=== Begin Enclosure ===

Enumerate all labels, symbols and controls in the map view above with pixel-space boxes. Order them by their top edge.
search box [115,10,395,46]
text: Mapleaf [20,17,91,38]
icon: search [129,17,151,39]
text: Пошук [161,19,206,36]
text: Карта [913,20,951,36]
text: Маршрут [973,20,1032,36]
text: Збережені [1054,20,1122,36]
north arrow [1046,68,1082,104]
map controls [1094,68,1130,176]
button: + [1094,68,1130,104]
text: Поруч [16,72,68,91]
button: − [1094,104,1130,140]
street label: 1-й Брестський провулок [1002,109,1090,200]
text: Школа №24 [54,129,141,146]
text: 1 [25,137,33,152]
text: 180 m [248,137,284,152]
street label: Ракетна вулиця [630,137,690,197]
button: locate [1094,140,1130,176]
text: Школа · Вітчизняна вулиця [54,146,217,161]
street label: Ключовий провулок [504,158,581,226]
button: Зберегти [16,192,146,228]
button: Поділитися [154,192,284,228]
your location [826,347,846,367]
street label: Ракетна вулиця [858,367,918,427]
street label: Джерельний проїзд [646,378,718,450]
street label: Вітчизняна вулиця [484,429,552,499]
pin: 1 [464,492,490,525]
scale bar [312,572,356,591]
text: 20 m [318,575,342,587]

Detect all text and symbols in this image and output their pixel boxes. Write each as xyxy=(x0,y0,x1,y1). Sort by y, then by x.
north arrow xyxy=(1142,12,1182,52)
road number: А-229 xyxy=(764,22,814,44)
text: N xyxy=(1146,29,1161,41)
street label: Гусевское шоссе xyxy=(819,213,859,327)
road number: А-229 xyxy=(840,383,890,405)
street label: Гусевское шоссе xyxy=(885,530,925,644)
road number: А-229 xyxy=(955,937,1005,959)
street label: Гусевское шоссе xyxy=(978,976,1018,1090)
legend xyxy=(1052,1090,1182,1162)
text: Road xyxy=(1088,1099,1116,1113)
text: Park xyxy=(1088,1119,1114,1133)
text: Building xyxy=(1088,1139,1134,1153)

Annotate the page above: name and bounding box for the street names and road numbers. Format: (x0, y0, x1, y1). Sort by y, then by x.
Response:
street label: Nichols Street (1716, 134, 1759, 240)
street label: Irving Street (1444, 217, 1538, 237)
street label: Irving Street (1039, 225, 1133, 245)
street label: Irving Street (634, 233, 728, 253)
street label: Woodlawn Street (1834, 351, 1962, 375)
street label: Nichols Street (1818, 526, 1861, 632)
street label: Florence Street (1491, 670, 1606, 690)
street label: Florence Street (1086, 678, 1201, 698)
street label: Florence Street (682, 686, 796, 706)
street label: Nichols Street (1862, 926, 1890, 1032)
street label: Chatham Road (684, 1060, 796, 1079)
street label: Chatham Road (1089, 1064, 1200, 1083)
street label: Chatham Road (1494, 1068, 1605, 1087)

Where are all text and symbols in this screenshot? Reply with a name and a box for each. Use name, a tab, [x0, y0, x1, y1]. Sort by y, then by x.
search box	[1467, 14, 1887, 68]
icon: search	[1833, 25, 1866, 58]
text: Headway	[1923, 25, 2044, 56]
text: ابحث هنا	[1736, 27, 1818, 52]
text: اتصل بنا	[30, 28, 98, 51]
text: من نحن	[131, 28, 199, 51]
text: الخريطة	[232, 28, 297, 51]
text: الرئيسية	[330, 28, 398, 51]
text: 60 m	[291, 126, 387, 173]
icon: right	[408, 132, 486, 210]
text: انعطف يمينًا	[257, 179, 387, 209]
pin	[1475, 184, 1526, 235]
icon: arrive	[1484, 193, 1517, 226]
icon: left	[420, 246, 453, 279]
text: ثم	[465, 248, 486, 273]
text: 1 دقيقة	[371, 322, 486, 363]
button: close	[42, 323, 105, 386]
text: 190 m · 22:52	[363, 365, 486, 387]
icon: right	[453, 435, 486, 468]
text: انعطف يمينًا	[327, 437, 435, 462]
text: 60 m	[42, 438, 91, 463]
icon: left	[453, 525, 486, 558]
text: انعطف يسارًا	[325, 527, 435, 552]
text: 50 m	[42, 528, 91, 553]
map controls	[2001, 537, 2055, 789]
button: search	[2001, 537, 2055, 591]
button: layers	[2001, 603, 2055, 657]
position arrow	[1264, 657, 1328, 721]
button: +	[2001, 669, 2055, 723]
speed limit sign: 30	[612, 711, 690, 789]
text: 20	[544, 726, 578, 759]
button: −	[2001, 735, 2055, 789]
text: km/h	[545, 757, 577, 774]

=== End Enclosure ===

Required work —
Each line above needs to be written out again exactly.

Written solution —
Enumerate all labels, symbols and controls in the map view above with pixel-space boxes. Order them by their top edge.
search box [115,10,395,46]
text: Mapleaf [20,17,91,38]
icon: search [129,17,151,39]
text: Пошук [161,19,206,36]
text: Карта [913,20,951,36]
text: Маршрут [973,20,1032,36]
text: Збережені [1054,20,1122,36]
north arrow [1046,68,1082,104]
map controls [1094,68,1130,176]
button: + [1094,68,1130,104]
text: Поруч [16,72,68,91]
button: − [1094,104,1130,140]
street label: 1-й Брестський провулок [1002,109,1090,200]
text: Школа №24 [54,129,141,146]
text: 1 [25,137,33,152]
text: 180 m [248,137,284,152]
street label: Ракетна вулиця [630,137,690,197]
button: locate [1094,140,1130,176]
text: Школа · Вітчизняна вулиця [54,146,217,161]
street label: Ключовий провулок [504,158,581,226]
button: Зберегти [16,192,146,228]
button: Поділитися [154,192,284,228]
your location [826,347,846,367]
street label: Ракетна вулиця [858,367,918,427]
street label: Джерельний проїзд [646,378,718,450]
street label: Вітчизняна вулиця [484,429,552,499]
pin: 1 [464,492,490,525]
scale bar [312,572,356,591]
text: 20 m [318,575,342,587]

Detect all text and symbols in this image and output their pixel boxes. Write each as xyxy=(x0,y0,x1,y1). Sort by y, then by x.
north arrow xyxy=(1142,12,1182,52)
road number: А-229 xyxy=(764,22,814,44)
text: N xyxy=(1146,29,1161,41)
street label: Гусевское шоссе xyxy=(819,213,859,327)
road number: А-229 xyxy=(840,383,890,405)
street label: Гусевское шоссе xyxy=(885,530,925,644)
road number: А-229 xyxy=(955,937,1005,959)
street label: Гусевское шоссе xyxy=(978,976,1018,1090)
legend xyxy=(1052,1090,1182,1162)
text: Road xyxy=(1088,1099,1116,1113)
text: Park xyxy=(1088,1119,1114,1133)
text: Building xyxy=(1088,1139,1134,1153)

Annotate the page above: name and bounding box for the street names and road numbers. Format: (x0, y0, x1, y1). Sort by y, then by x.
Response:
street label: Nichols Street (1716, 134, 1759, 240)
street label: Irving Street (1444, 217, 1538, 237)
street label: Irving Street (1039, 225, 1133, 245)
street label: Irving Street (634, 233, 728, 253)
street label: Woodlawn Street (1834, 351, 1962, 375)
street label: Nichols Street (1818, 526, 1861, 632)
street label: Florence Street (1491, 670, 1606, 690)
street label: Florence Street (1086, 678, 1201, 698)
street label: Florence Street (682, 686, 796, 706)
street label: Nichols Street (1862, 926, 1890, 1032)
street label: Chatham Road (684, 1060, 796, 1079)
street label: Chatham Road (1089, 1064, 1200, 1083)
street label: Chatham Road (1494, 1068, 1605, 1087)

Where are all text and symbols in this screenshot? Reply with a name and a box for each. Use name, a tab, [x0, y0, x1, y1]. Sort by y, then by x.
search box	[1467, 14, 1887, 68]
icon: search	[1833, 25, 1866, 58]
text: Headway	[1923, 25, 2044, 56]
text: ابحث هنا	[1736, 27, 1818, 52]
text: اتصل بنا	[30, 28, 98, 51]
text: من نحن	[131, 28, 199, 51]
text: الخريطة	[232, 28, 297, 51]
text: الرئيسية	[330, 28, 398, 51]
text: 60 m	[291, 126, 387, 173]
icon: right	[408, 132, 486, 210]
text: انعطف يمينًا	[257, 179, 387, 209]
pin	[1475, 184, 1526, 235]
icon: arrive	[1484, 193, 1517, 226]
icon: left	[420, 246, 453, 279]
text: ثم	[465, 248, 486, 273]
text: 1 دقيقة	[371, 322, 486, 363]
button: close	[42, 323, 105, 386]
text: 190 m · 22:52	[363, 365, 486, 387]
icon: right	[453, 435, 486, 468]
text: انعطف يمينًا	[327, 437, 435, 462]
text: 60 m	[42, 438, 91, 463]
icon: left	[453, 525, 486, 558]
text: انعطف يسارًا	[325, 527, 435, 552]
text: 50 m	[42, 528, 91, 553]
map controls	[2001, 537, 2055, 789]
button: search	[2001, 537, 2055, 591]
button: layers	[2001, 603, 2055, 657]
position arrow	[1264, 657, 1328, 721]
button: +	[2001, 669, 2055, 723]
speed limit sign: 30	[612, 711, 690, 789]
text: 20	[544, 726, 578, 759]
button: −	[2001, 735, 2055, 789]
text: km/h	[545, 757, 577, 774]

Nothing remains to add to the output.